The word "rows" turns up on some lines of this data; say how many, and give no other text.

*** MATERIAL PROVIDED Section Begins ***

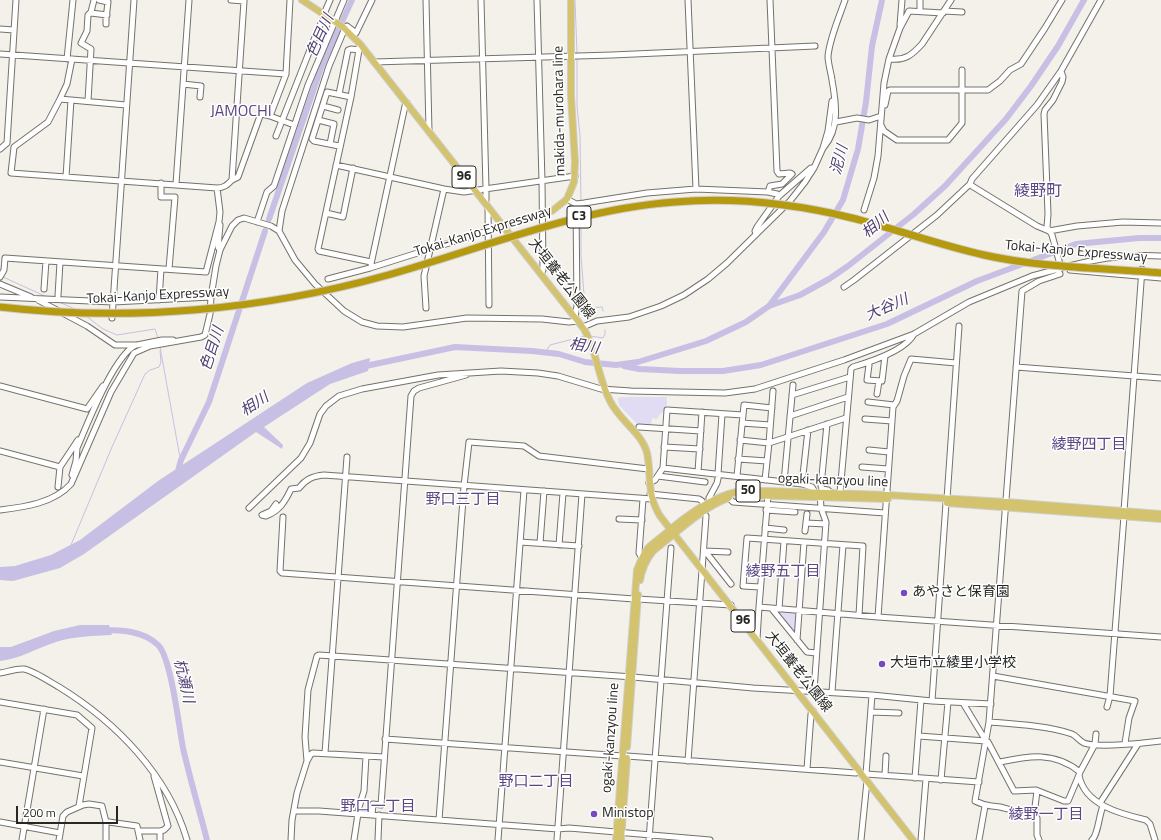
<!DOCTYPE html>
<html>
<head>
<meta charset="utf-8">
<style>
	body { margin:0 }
	#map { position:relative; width:1161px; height:840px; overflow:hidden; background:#f3f1e9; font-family:"Titillium Web",sans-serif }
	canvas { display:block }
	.scale { position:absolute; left:16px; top:806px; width:102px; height:18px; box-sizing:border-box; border:2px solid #272724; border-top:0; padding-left:5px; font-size:12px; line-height:14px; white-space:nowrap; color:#272724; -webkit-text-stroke:3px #fff; paint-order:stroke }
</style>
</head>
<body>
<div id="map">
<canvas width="1161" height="840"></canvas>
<div class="scale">200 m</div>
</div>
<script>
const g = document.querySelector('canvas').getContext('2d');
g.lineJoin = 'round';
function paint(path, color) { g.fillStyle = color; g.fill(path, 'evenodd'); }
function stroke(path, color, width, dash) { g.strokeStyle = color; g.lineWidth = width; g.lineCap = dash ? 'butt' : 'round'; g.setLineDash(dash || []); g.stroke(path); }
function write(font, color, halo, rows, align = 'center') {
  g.font = font + ' "Titillium Web","Noto Sans JP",sans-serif'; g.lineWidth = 3; g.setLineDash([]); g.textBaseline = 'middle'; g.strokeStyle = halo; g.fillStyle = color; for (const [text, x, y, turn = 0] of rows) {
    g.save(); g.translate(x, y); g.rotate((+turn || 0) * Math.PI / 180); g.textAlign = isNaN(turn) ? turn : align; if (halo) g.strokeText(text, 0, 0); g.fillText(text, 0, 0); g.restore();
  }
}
const green = new Path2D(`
	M 623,397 L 667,397 L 667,404 L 664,412 L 660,414 L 657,419 L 652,418 L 651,426 L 637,424 L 619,405 L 618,398 Z
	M 777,611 L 797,612 L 795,635 Z`);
const water = new Path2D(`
	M 370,358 L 368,371 L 330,384 L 264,427 L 283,445 L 282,449 L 256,432 L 84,554 L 60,568 L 13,581 L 0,580 L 0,567 L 15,566 L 51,555 L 80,540 L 158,481 L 307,383 L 352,363 Z
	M 80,625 L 109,625 L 112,635 C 94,636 74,636 56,642 C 37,648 20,659 0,661 L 0,647 L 11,647 L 54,631 Z`);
const stream = new Path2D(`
	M 575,0 L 577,53
	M 577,59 L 577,106 L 580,136 L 581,201
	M 581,215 L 581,206
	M 581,220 L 581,255 L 585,308 L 602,307 L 603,311
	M 3,277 L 47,297
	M 59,302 L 75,309
	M 86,316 L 103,329 L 117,335 L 155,329 L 158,338
	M 590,336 L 603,338 L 605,334 L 605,330
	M 160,347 L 179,452 L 181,460
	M 545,353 L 550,345 L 585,336
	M 71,545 L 112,447 L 145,374 L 150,370 L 159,367 L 161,362 L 160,351`);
const river = new Path2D(`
	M 269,219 L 322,65 L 352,0
	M 769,306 L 824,232 L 843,200 L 858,149 L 866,102 L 872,46 L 882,0
	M 624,366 L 639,369 L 680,371 L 723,371 L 761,365 L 887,324 L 977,281 L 1076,244 L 1139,238 L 1161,238
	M 361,367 L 455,347 L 532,351 L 559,354 L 585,362 L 616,365 L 638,362 L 706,341 L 746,322 L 769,306 L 800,295 L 829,279 L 848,266 L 914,214 L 945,186 L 1006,119 L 1031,86 L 1058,46 L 1084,0
	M 178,471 L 181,460 L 209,402 L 265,231
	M 103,630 C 122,630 144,631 158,645 C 171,657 179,727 183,748 C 190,779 199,809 207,840`);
const minor = new Path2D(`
	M 99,0 L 108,2 L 106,19 L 106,24
	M 426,0 L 429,131
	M 481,0 L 486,188 L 486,200 L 485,203
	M 537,0 L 542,181 L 543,270 L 541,274
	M 688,0 L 696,189
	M 920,10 L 920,0
	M 944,11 L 962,12
	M 91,13 L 107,15
	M 324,14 L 330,0
	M 900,25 L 902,0
	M 0,29 L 14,30
	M 360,44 L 359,47 L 359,50 L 351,97 L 318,249 L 319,251 L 371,262
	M 0,54 L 286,74 L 290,0
	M 67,59 L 73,0
	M 889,59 C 905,61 912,55 922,44 L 951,0
	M 374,62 L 612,55 L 815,46
	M 1061,71 L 1063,77 L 1062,82 L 1053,100 L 1045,110 L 1044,114 L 1048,214 L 1047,227 L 1052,235 L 1061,268
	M 183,84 L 201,86 L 200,97
	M 339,94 L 348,50 L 351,49 L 359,50
	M 60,99 L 48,122 L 14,147 L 11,173 L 217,188 C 224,188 227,185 232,180 L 244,1 L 231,0
	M 71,100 L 60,99 L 67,84 L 72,59
	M 88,101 L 91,49 L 81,43 L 87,31 L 88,15 L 91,12 L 94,0
	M 885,105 L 888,91 L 890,90 L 988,90 L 1000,81 L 1010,70 L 1021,64 L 1045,28 L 1062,0
	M 323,106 L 338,110
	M 270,116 L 294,125
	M 318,120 L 334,124 L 330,144
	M 836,122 L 857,118 L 869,120 L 881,116
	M 881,125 L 884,131 L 897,140 L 948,140 L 962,123 L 962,70
	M 276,136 L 319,27 L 326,15
	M 339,146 L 314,141 L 312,139 L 327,92 L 351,97
	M 824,147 C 840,128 836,103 832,80 C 831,72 828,64 828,56 C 830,37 839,18 845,0
	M 0,149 L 7,143 L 16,0
	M 336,165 L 444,189 L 464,192 L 575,176
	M 66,177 L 71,100 L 126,105
	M 232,180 L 238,177 L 260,116 L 262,114 L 270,116 L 286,74
	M 161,183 L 161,197 L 175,197 L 169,269
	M 176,184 L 189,0
	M 970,184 L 972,186 L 1037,226 L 1049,231 L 1077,226 L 1123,222 L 1161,223
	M 768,192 L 770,186 L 782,184 L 792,174 L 790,173 L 779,174 L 777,171 L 770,0
	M 567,199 L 576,204 L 584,203 L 647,193 L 696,189 L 768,192 L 777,194 L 779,196
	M 488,207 L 489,305
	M 864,210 L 874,178 L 878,156 L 884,83 L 889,59 L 900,28 L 909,11 L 943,13
	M 326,213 L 343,217 L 353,168
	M 257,222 L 267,192 L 274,186 L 308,85 L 344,0
	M 279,231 L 282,211 L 329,66 L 345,28 L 347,26 L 356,33 L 372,0
	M 756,234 L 755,231 L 757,227 L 779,196 L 811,168 L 813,168
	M 220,250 L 218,247 L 220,225
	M 371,264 L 405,106 L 407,103
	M 1069,266 C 1099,258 1130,254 1161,256
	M 1070,270 L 1161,278
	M 0,277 L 4,270 L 5,258 L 206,272 L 219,222 L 220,212 L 217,188
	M 328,279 L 370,268 L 503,226
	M 0,284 L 31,297
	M 844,287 L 854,280 L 937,215 L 970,184 L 972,179 L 1037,105 L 1061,71 L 1101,0
	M 44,289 L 46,261
	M 58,296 L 60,262
	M 0,297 L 113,302 L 211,297
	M 38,300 L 87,326 L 115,345 L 137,345 L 162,340 L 173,340
	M 159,300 L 161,269
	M 426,308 L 424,276 L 444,189
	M 575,317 L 577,306 L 576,206
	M 112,318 L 134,0
	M 583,327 L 597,321 L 629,317 L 661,306 L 684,295 L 708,279 L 727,263 L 790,201 L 805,182 L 814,168 L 823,148 L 828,131 L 832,101 L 835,100
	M 868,362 L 869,365 L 867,380 L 882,381 L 885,356
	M 1016,367 L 1161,378
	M 0,386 L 87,409 L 103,386
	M 877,394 L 879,381
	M 792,395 L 850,377
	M 868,402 L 894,405
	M 743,415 L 744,405 L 772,408
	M 790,416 L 848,397
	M 865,419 L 892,421
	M 742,423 L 770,425
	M 827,424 L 821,486 L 822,489 L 828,490 L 831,493
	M 639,427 L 701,431
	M 740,440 L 769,443 L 773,391
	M 664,447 L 700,449
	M 869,450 L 889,452
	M 0,451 L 60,467
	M 738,459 L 767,461
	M 862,467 L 888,469
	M 663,468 L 802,484 L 812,487 L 815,492
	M 698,472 L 702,412
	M 718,474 L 722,414
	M 72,475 L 76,461 L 77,448 C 87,425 114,355 136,345
	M 658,476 L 705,482
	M 765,480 L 769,443 L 846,418
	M 784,482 L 793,385
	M 649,483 L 655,480 L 663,468 L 667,410 L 743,415 L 737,476
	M 802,484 L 808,430
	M 58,487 L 60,467 L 78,440
	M 840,493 L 851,369 L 853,367 C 870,362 905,351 914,334
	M 650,494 L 699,499 L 702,501 L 704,505
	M 768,495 L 759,607 L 878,617 L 1161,637
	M 709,498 L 717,483 L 719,474
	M 729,498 L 733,502 L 885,513
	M 947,499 L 959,326
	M 276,504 L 271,511 L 262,515 L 266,516 C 279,511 285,502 291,489 L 299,488 C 306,479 313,476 324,475 L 652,499
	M 249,508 L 301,458 L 310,443 L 320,414 L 326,406 L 339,396 L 362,389 L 438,375 L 501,371 L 538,373 L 558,376 L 601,389 L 631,391 L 725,393 L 755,389 L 844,360 L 914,334 L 969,302 L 1032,276 L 1062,268
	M 0,510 C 25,507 54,503 71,484 L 111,392 L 134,353 L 150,346 L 201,337 L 205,335 L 210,314 L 211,297 L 216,266 L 220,250 L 232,226 L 238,220 L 244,218 L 271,226 L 279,231 L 295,260 L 315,284 L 344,311 L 362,322 L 377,326 L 403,327 L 467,318 L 542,319 L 569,322 L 578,321
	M 766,510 L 795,512
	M 1124,511 L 1142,269
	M 283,517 L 280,571 L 282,573 L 634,599
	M 619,519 L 642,520
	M 806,523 L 826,524
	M 765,528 L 784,530
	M 805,531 L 807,514
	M 520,542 L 579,546
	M 540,543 L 544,491
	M 559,545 L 563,493
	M 705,551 L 731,584
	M 705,551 L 728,552
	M 642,558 L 639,553 L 643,499
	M 760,587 L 743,586 L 747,538 L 863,546 L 859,615
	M 638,599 L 731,605
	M 772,609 L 807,652 L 816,653
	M 779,609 L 784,541
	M 878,617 L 893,407 L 897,401 L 904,376 L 911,359 L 956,363
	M 757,639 L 759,607
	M 797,640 L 804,542
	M 0,673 C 8,672 16,668 24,669 C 34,671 50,682 59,687 C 116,722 168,775 187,840
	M 993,676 L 1135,701 L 1129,718 L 1125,743
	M 814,691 L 826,522 L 821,508 L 820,493
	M 832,692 L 843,545
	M 932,701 L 946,503
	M 0,702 L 77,715 L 92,728 L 79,806
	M 963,703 L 986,741 L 988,742 L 1014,791 L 1036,790 L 1064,801 L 1068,801 L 1079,775 L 1080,772 L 1095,744 L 1096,734
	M 1107,707 L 1110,696 L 1124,516
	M 871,712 L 899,713
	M 989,722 C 1014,724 1049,726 1072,734 C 1077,736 1079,741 1084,743 C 1097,748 1146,743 1161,741
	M 919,736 L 986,741
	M 385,739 L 623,756
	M 325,753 L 347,457
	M 627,756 L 856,773 L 859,771
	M 307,761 L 311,754 L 313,753 L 384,757
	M 688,761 L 706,516
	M 0,762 L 83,776
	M 1000,762 C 1029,756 1054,751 1080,772
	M 807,769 L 811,714 L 813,711
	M 866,774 L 979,782
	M 885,775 L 886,756
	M 1079,775 C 1084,805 1121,814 1146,820 L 1150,824 L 1155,840
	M 154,776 L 168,826 L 164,830 L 160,831
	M 863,776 L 866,774 L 872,695
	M 915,778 L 921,700
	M 941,780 L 948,702
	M 1037,791 L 1034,815 L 1037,818 L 1037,835 L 1039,840
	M 1100,803 L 1138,744
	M 294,811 L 319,811 L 558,829 L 569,828 L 710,840
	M 372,815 L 373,804 L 381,805 L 411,396 L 414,391 L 419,388 L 466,375
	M 1034,815 C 1023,813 1012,810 1000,807 C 988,805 987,807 975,801 L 989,722 L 1022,291 L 1039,281 L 1060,274 L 1057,269
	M 439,820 L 464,486 L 469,442 L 524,446 L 539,456 L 648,469
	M 0,822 L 60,833
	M 138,831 L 160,831 L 160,840
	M 22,840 L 44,709
	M 59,840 L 63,816 L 67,812 L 83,805 L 89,804 L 102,806 L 106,822
	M 106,840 L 106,822 L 109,822 L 137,826 L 140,840
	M 291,840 L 292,820 L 297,793 L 307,761 L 305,737 L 308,690 L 317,656 L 319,655 L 633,677 L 753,688 L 872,695 L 932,701 L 991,704
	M 354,840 L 359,807 L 364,791 L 366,756
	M 378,840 L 379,815
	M 498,840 L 524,490
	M 557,840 L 582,494
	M 649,840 L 671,548
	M 861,840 L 867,781
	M 921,840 L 926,779
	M 979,840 L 985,806
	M 1092,840 C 1098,835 1099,815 1103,806`);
const major = new Path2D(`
	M 302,0 L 343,27 L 360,44 L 584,329 C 597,351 598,378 610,401 C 619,420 642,433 647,453 C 652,477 646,493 660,516 L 913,840
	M 503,226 L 552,211 L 567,199 L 574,182 L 575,162 L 571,95 L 571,0
	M 741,495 L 888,499
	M 947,503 L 1161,519
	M 640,580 C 642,568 646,560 653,551 C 674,535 704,506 729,498
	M 627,747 L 638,595
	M 616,840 L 637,570 C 640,562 643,555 648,548 C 653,543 660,538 665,534 C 687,515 711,497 740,491 L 768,491 L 887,495 L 1006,502 L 1161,514
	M 621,840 L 627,758`);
const highwayBridge = new Path2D(`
	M 0,307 C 130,322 263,310 388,275 C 484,248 576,209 675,202 C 734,197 795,204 852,218 C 896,229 939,245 984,255 C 1042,268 1102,268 1161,273`);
const markers = [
	[904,593,4,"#7749c1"],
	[882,664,4,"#7749c1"],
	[594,814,4,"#7749c1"]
];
const shields = [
	[464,177,24],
	[579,217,24],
	[748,491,24],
	[743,621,24]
];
const shieldNames = [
	["96",464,177],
	["C3",579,217],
	["50",748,491],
	["96",743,621]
];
const streetNames = [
	["makida-murohara line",560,111,-91],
	["Tokai-Kanjo Expressway",483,232,-17],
	["Tokai-Kanjo Expressway",1076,252,5],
	["大垣養老公園線",561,279,52],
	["Tokai-Kanjo Expressway",158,296,-3],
	["ogaki-kanzyou line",833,481,2],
	["大垣養老公園線",798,672,52],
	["ogaki-kanzyou line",611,738,-86]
];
const poiNames = [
	["あやさと保育園",912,593],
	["大垣市立綾里小学校",890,664],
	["Ministop",602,814]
];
const waterNames = [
	["色目川",321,36,-66],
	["泥川",840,160,-75],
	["相川",876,226,-40],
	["大谷川",887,308,-23],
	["相川",584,347,9],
	["色目川",213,349,-72],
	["相川",255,405,-33],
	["杭瀬川",183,681,77]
];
const neighbourhoodNames = [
	["綾野四丁目",1089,445],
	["野口三丁目",463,500],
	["綾野五丁目",783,572],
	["野口二丁目",536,782],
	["野口一丁目",378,807],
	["綾野一丁目",1046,815]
];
const quarterNames = [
	["JAMOCHI",241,112],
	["綾野町",1038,192]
];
paint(green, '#e1dbf3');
paint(water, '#c8bfe4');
stroke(stream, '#c8bfe4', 1);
stroke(river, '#c8bfe4', 6);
stroke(minor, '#74726b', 7);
stroke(major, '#cfcfcf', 8);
stroke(minor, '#fff', 5);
stroke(major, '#d3c26e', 6);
stroke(highwayBridge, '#cfcfcf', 9, []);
stroke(highwayBridge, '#b5990e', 7);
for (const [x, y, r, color] of markers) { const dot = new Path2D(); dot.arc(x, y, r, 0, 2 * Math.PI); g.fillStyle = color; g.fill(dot); stroke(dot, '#fff', 1.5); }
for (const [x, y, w] of shields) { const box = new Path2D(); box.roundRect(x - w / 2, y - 11, w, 22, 3); g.fillStyle = '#fff'; g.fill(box); stroke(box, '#272724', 1); }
write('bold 13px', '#272724', null, shieldNames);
write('14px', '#272724', '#fff', streetNames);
write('14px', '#272724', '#fff', poiNames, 'left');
write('italic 15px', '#4f3f71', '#fff', waterNames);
write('15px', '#5a4683', '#fff', neighbourhoodNames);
write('16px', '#5a4683', '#fff', quarterNames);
</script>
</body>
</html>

*** MATERIAL PROVIDED Section Ends ***

* **TASK RESPONSE**
2